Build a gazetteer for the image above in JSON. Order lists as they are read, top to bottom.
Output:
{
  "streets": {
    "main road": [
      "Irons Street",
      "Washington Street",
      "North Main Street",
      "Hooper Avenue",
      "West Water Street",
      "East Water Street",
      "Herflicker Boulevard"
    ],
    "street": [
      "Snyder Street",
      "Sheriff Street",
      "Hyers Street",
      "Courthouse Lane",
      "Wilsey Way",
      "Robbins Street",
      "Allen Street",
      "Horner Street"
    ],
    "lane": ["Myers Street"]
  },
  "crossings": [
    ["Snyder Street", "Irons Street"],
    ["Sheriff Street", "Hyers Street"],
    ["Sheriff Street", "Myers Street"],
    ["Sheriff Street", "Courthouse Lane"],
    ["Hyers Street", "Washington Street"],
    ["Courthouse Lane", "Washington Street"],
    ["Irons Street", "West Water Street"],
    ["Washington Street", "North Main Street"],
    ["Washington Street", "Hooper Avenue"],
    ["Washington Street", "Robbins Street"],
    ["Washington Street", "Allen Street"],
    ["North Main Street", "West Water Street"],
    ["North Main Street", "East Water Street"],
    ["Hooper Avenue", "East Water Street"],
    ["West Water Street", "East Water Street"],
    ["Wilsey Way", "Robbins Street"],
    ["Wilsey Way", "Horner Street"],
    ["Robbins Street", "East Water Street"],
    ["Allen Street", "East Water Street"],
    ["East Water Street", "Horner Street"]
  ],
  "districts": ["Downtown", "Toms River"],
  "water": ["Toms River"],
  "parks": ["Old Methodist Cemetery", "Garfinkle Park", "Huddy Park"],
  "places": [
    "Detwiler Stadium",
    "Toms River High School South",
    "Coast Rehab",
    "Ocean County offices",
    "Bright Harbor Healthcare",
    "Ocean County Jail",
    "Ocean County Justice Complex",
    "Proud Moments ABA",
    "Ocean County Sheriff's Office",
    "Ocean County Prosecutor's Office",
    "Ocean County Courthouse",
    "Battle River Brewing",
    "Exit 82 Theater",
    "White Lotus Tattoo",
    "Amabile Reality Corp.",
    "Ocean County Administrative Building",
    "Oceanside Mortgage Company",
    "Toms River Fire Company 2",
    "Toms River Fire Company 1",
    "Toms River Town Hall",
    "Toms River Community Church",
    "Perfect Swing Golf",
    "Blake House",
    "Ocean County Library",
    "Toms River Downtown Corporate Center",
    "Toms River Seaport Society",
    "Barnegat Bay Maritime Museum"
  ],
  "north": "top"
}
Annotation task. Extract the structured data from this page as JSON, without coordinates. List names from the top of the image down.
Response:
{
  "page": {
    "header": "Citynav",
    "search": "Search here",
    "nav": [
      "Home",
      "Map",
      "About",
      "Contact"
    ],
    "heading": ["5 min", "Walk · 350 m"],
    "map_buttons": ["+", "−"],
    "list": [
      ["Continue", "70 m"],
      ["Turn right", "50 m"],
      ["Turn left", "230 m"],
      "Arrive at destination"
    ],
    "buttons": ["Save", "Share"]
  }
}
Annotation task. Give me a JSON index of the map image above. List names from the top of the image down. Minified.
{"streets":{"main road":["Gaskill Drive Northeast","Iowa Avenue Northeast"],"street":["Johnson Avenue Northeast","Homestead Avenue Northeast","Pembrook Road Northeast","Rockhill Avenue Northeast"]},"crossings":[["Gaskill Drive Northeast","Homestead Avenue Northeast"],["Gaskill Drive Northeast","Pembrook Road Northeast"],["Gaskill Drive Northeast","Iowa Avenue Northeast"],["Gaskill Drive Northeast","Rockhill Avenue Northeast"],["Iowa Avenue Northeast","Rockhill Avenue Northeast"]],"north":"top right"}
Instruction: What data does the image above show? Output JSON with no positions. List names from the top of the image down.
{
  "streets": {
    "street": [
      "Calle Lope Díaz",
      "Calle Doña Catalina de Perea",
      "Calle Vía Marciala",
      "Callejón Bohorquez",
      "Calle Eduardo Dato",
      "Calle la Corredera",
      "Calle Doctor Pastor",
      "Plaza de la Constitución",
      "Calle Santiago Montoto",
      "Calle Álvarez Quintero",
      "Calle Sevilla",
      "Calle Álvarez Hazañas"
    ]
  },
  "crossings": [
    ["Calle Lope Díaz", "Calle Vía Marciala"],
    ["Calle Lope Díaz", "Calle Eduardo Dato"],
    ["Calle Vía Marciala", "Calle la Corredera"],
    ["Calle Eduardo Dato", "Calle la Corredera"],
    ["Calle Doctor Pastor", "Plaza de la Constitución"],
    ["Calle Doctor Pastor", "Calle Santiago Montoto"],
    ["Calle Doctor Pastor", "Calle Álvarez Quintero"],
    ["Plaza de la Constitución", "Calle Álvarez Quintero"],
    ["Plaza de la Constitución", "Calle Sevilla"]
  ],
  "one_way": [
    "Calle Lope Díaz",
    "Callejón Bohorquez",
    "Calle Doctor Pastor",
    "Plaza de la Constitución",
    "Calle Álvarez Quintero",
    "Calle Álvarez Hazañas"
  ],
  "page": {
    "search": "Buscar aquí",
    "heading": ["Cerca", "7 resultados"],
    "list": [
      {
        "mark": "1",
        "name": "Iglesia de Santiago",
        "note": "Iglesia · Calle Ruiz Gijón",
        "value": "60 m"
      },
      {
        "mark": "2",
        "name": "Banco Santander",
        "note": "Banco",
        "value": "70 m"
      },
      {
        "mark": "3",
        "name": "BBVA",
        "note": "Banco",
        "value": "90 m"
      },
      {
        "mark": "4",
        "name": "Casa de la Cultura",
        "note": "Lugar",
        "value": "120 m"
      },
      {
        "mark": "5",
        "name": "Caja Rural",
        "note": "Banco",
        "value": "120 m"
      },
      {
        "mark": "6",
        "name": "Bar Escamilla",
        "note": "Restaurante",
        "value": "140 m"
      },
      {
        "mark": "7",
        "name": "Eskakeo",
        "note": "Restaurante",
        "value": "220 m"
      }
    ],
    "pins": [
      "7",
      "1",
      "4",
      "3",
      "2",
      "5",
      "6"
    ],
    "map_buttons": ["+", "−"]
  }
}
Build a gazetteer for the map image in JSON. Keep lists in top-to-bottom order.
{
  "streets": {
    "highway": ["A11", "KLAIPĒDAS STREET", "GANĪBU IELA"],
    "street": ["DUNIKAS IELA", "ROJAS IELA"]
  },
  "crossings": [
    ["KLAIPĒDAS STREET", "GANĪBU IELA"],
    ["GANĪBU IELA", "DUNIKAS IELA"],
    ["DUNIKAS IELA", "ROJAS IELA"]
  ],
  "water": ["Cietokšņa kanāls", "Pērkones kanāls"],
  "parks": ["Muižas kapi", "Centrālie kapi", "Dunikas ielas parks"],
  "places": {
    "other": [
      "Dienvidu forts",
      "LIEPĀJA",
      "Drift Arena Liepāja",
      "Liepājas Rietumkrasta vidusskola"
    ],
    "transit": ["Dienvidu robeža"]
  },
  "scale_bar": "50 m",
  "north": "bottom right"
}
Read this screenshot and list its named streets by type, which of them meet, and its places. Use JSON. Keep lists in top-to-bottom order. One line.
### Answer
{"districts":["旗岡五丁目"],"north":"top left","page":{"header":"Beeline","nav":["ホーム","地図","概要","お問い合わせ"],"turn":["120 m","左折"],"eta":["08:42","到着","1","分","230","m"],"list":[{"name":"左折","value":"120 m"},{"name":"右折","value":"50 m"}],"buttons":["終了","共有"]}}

================================

Work instructions:
Your answer must be every line from the entries that contains the string "Marciala", copied as it stands.

Solution below:
      "Calle Vía Marciala",
    ["Calle Lope Díaz", "Calle Vía Marciala"],
    ["Calle Vía Marciala", "Calle la Corredera"],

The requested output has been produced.